### Collected data
════

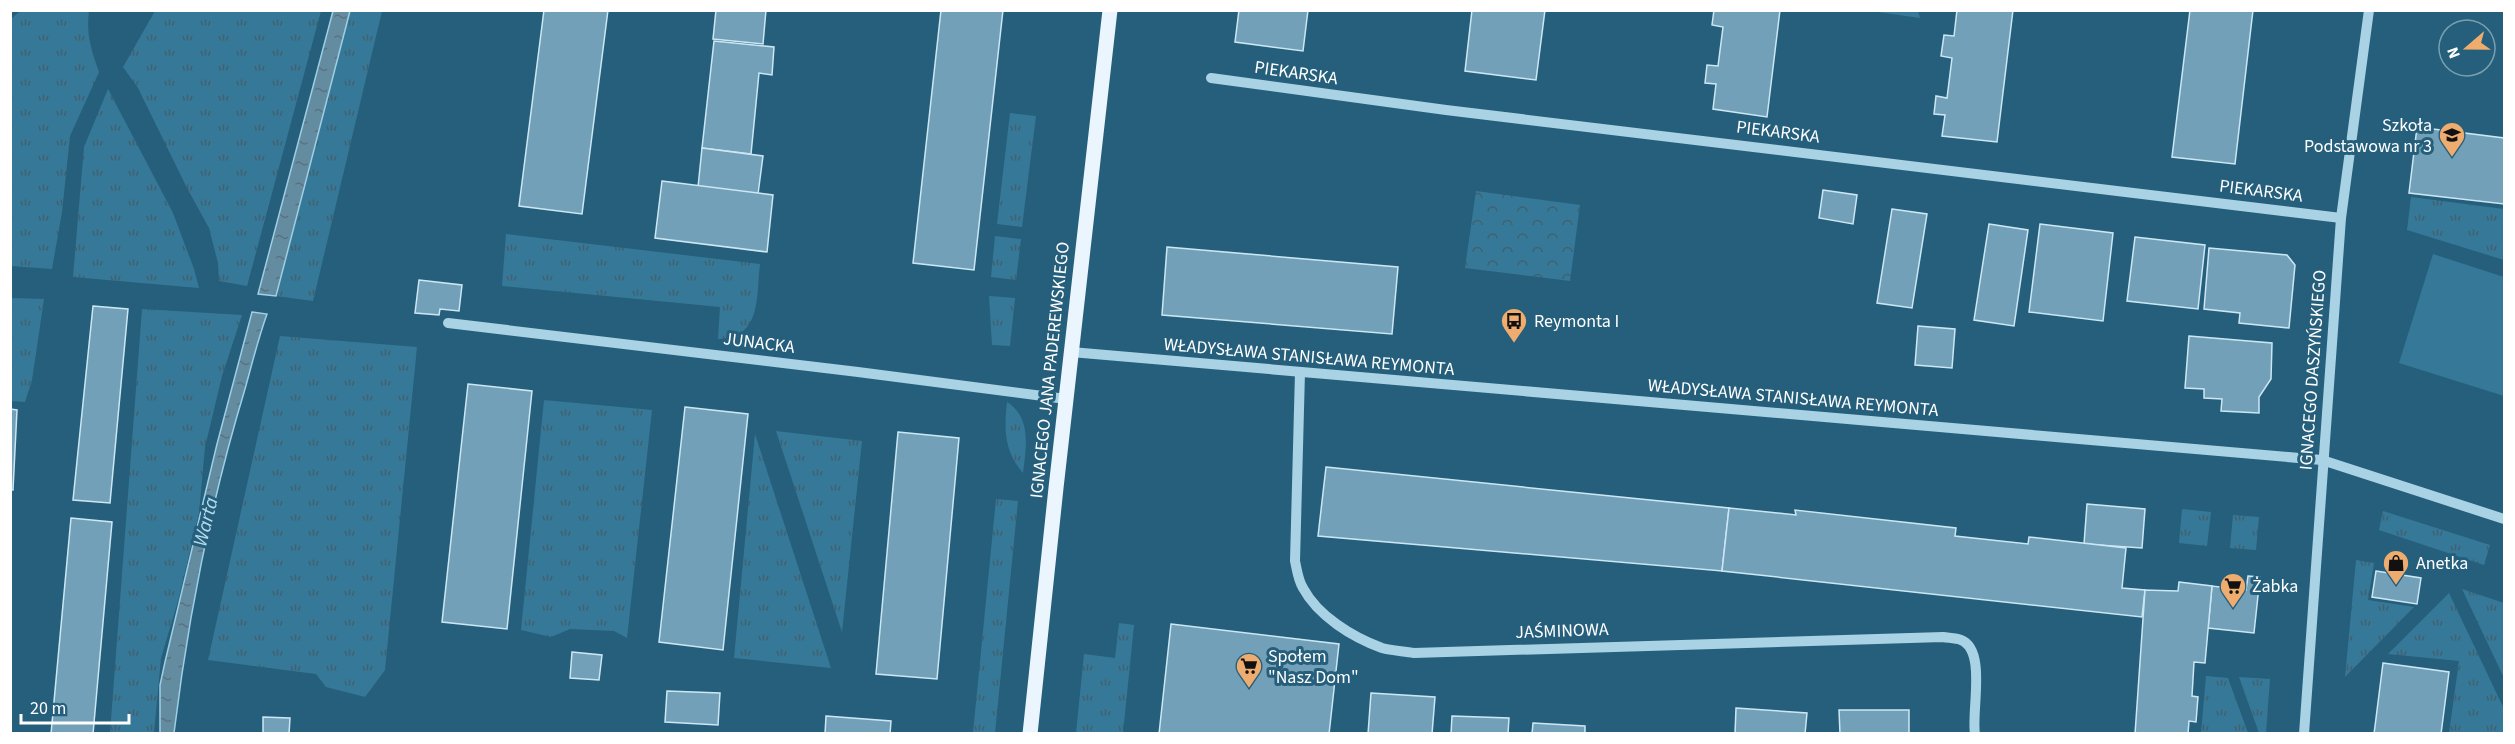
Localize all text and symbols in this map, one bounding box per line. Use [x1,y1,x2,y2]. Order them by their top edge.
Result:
north arrow [2437,18,2497,78]
text: N [2442,44,2466,62]
street label: PIEKARSKA [1253,55,1340,91]
place label: Szkoła Podstawowa nr 3 [2304,113,2432,159]
street label: PIEKARSKA [1735,114,1821,150]
school or university icon: Szkoła Podstawowa nr 3 [2437,120,2467,158]
street label: PIEKARSKA [2218,173,2304,209]
street label: IGNACEGO JANA PADEREWSKIEGO [1024,241,1076,499]
street label: IGNACEGO DASZYŃSKIEGO [2294,269,2332,471]
bus stop icon: Reymonta I [1499,306,1529,344]
place label: Reymonta I [1534,309,1619,334]
street label: JUNACKA [722,326,796,360]
street label: WŁADYSŁAWA STANISŁAWA REYMONTA [1163,332,1456,382]
street label: WŁADYSŁAWA STANISŁAWA REYMONTA [1647,373,1940,423]
water label: Warta [186,494,226,549]
shop icon: Anetka [2381,548,2411,586]
place label: Anetka [2416,551,2468,576]
supermarket icon: Żabka [2218,571,2248,609]
place label: Żabka [2252,574,2298,599]
street label: JAŚMINOWA [1515,617,1609,645]
place label: Społem "Nasz Dom" [1268,644,1359,690]
supermarket icon: Społem "Nasz Dom" [1234,651,1264,689]
scale bar [21,687,129,725]
text: 20 m [30,696,66,721]

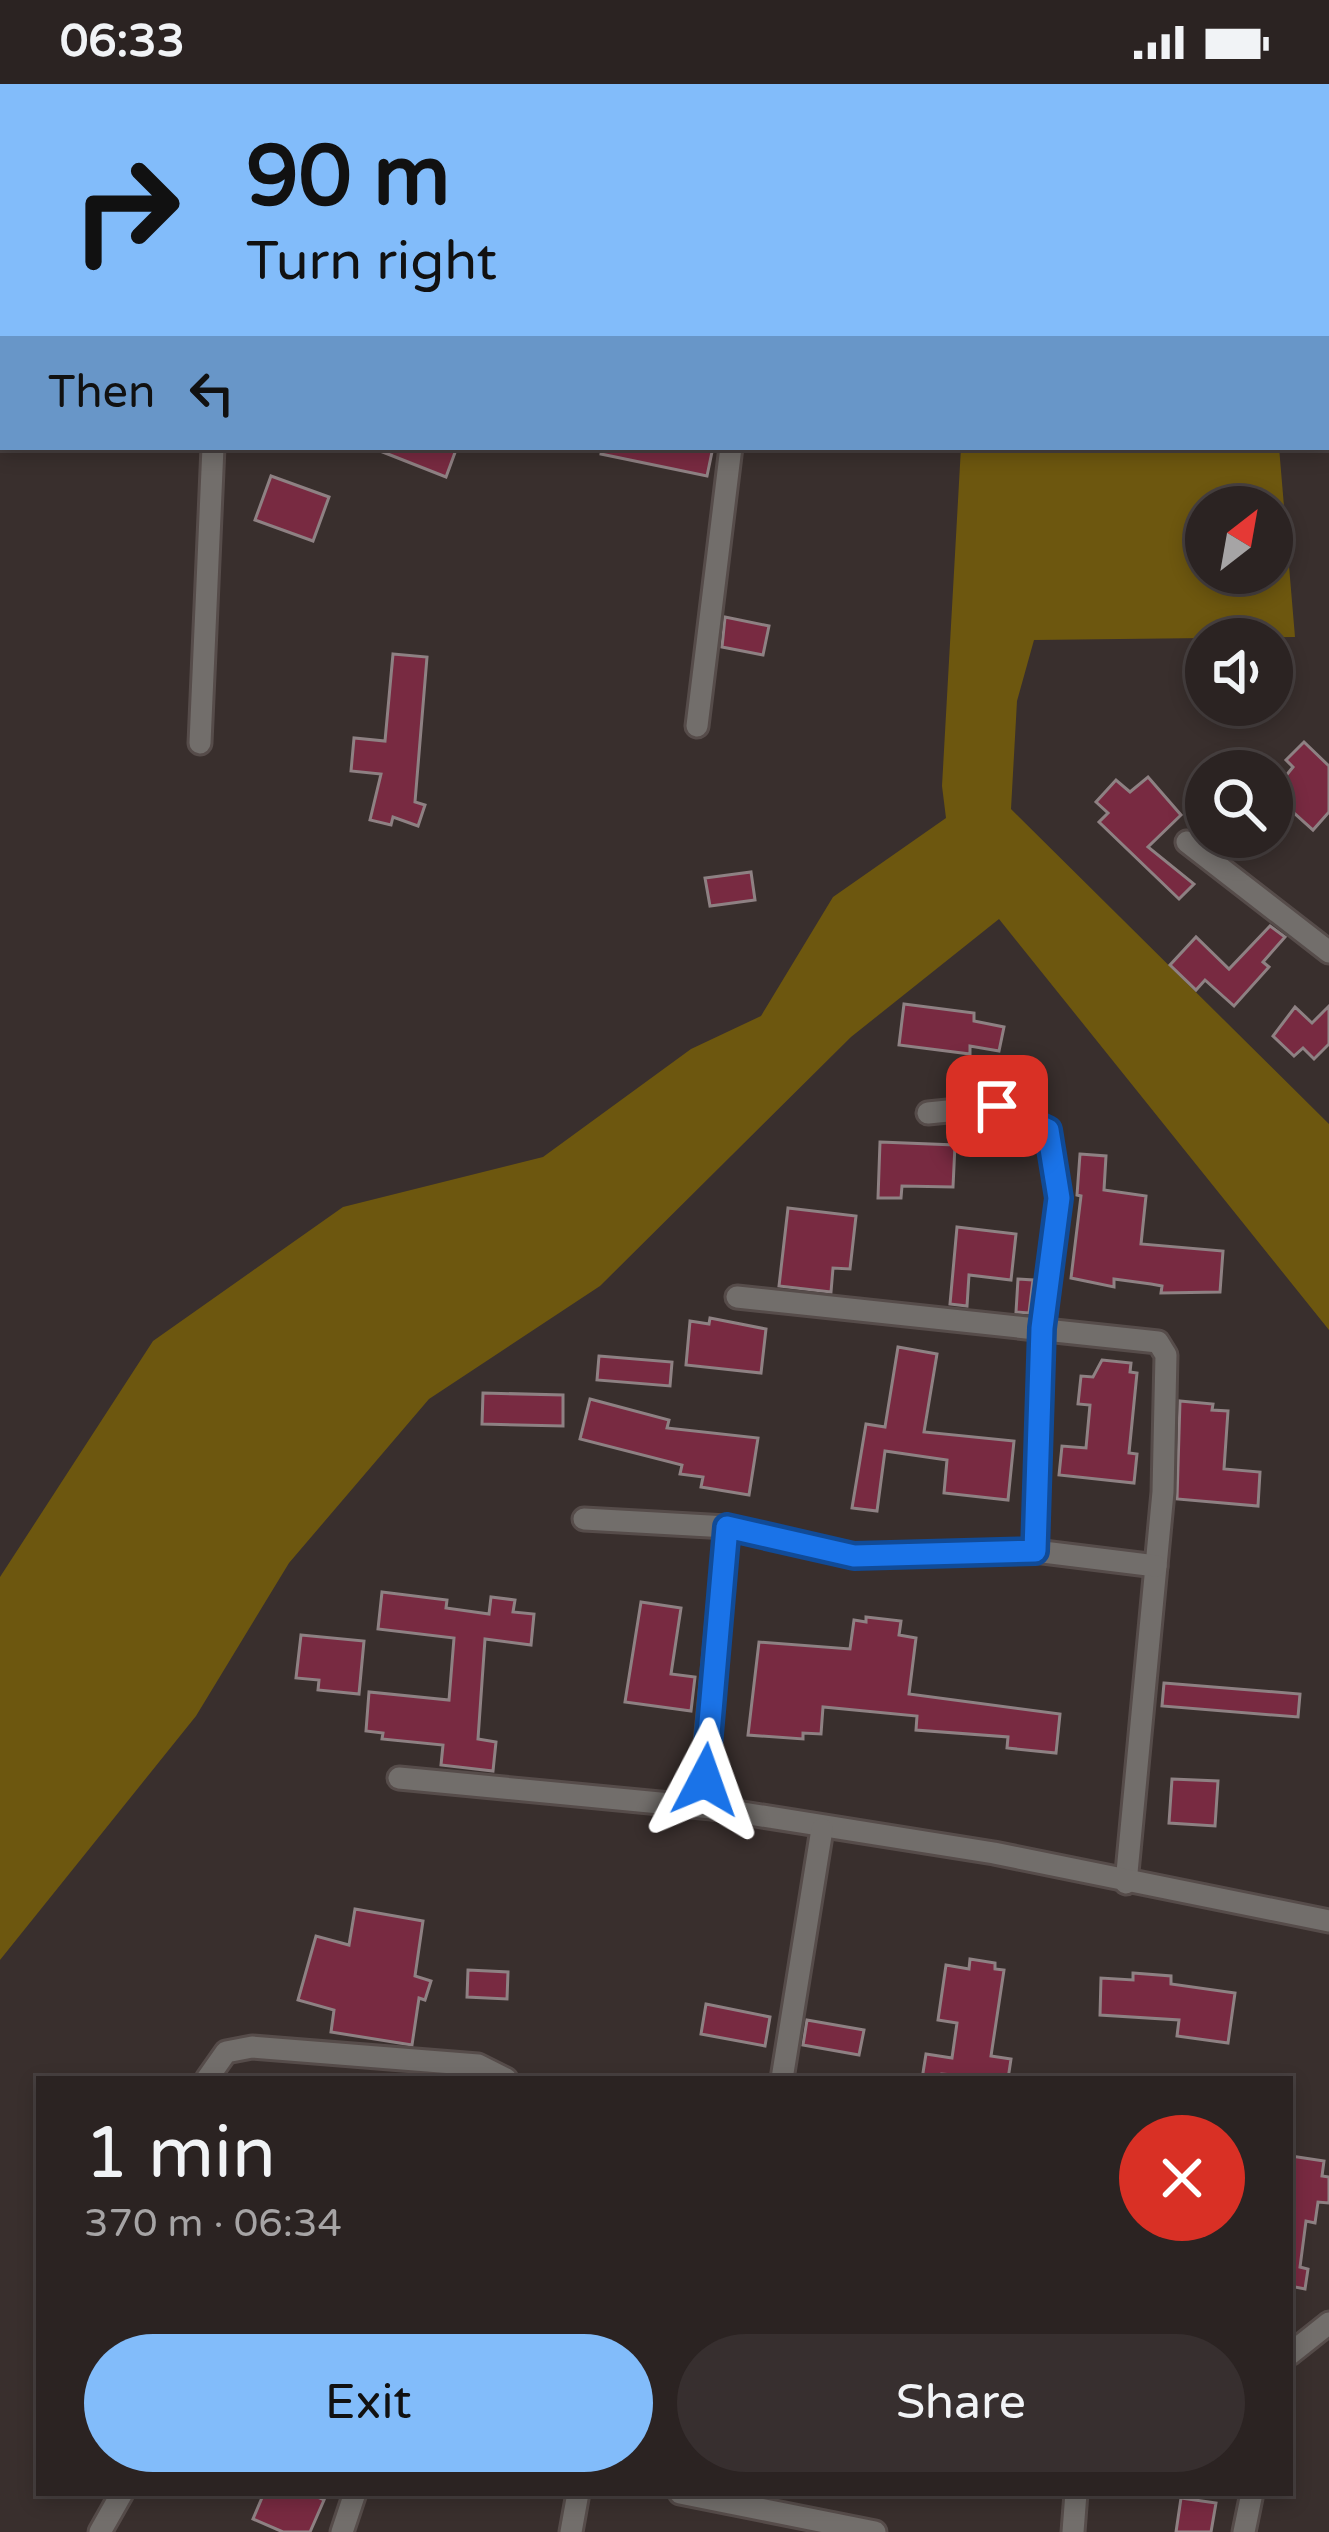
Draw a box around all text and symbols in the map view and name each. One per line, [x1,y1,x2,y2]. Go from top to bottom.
text: 06:33 [60,15,185,69]
text: 90 m [246,127,450,228]
icon: right [48,132,204,288]
text: Turn right [246,229,497,294]
icon: left [179,360,245,426]
text: Then [48,366,155,420]
north arrow [1185,486,1293,594]
map controls [1185,486,1293,858]
button: sound [1185,618,1293,726]
button: search [1185,750,1293,858]
pin [946,1055,1048,1157]
icon: arrive [964,1073,1030,1139]
position arrow [642,1717,768,1843]
text: 1 min [84,2111,276,2198]
button: close [1119,2115,1245,2241]
text: 370 m · 06:34 [84,2200,342,2247]
button: Exit [84,2334,653,2472]
button: Share [677,2334,1245,2472]

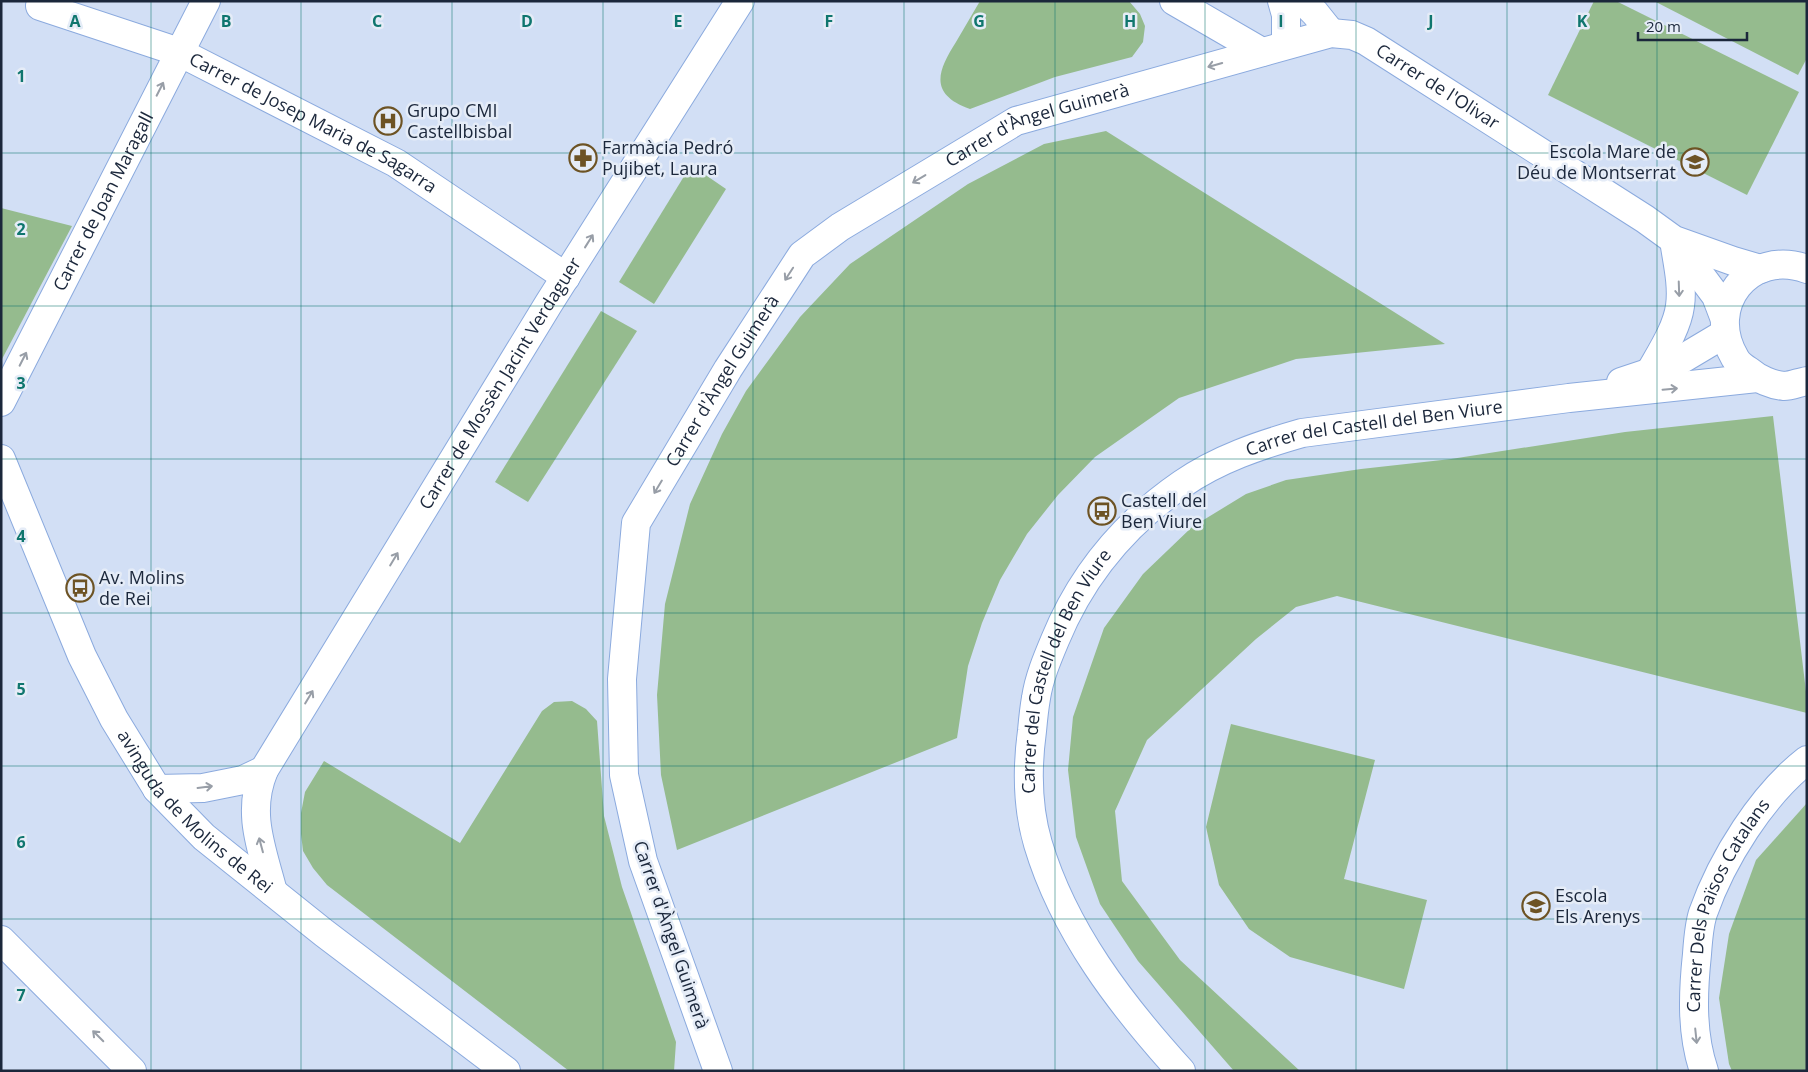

════

### The task
Every record above must be copied exactly, and no picture may appear in the copy.

### Answer section
Localize all text and symbols in this map, one bounding box per line. Use [x1,y1,x2,y2]. Order them by their top edge.
Result:
north arrow [2437,18,2497,78]
text: N [2442,44,2466,62]
street label: PIEKARSKA [1253,55,1340,91]
place label: Szkoła Podstawowa nr 3 [2304,113,2432,159]
street label: PIEKARSKA [1735,114,1821,150]
school or university icon: Szkoła Podstawowa nr 3 [2437,120,2467,158]
street label: PIEKARSKA [2218,173,2304,209]
street label: IGNACEGO JANA PADEREWSKIEGO [1024,241,1076,499]
street label: IGNACEGO DASZYŃSKIEGO [2294,269,2332,471]
bus stop icon: Reymonta I [1499,306,1529,344]
place label: Reymonta I [1534,309,1619,334]
street label: JUNACKA [722,326,796,360]
street label: WŁADYSŁAWA STANISŁAWA REYMONTA [1163,332,1456,382]
street label: WŁADYSŁAWA STANISŁAWA REYMONTA [1647,373,1940,423]
water label: Warta [186,494,226,549]
shop icon: Anetka [2381,548,2411,586]
place label: Anetka [2416,551,2468,576]
supermarket icon: Żabka [2218,571,2248,609]
place label: Żabka [2252,574,2298,599]
street label: JAŚMINOWA [1515,617,1609,645]
place label: Społem "Nasz Dom" [1268,644,1359,690]
supermarket icon: Społem "Nasz Dom" [1234,651,1264,689]
scale bar [21,687,129,725]
text: 20 m [30,696,66,721]

Draw a box around all text and symbols in the map view and name each. One per line, [x1,y1,x2,y2]. Go from top to bottom.
text: 06:33 [60,15,185,69]
text: 90 m [246,127,450,228]
icon: right [48,132,204,288]
text: Turn right [246,229,497,294]
icon: left [179,360,245,426]
text: Then [48,366,155,420]
north arrow [1185,486,1293,594]
map controls [1185,486,1293,858]
button: sound [1185,618,1293,726]
button: search [1185,750,1293,858]
pin [946,1055,1048,1157]
icon: arrive [964,1073,1030,1139]
position arrow [642,1717,768,1843]
text: 1 min [84,2111,276,2198]
button: close [1119,2115,1245,2241]
text: 370 m · 06:34 [84,2200,342,2247]
button: Exit [84,2334,653,2472]
button: Share [677,2334,1245,2472]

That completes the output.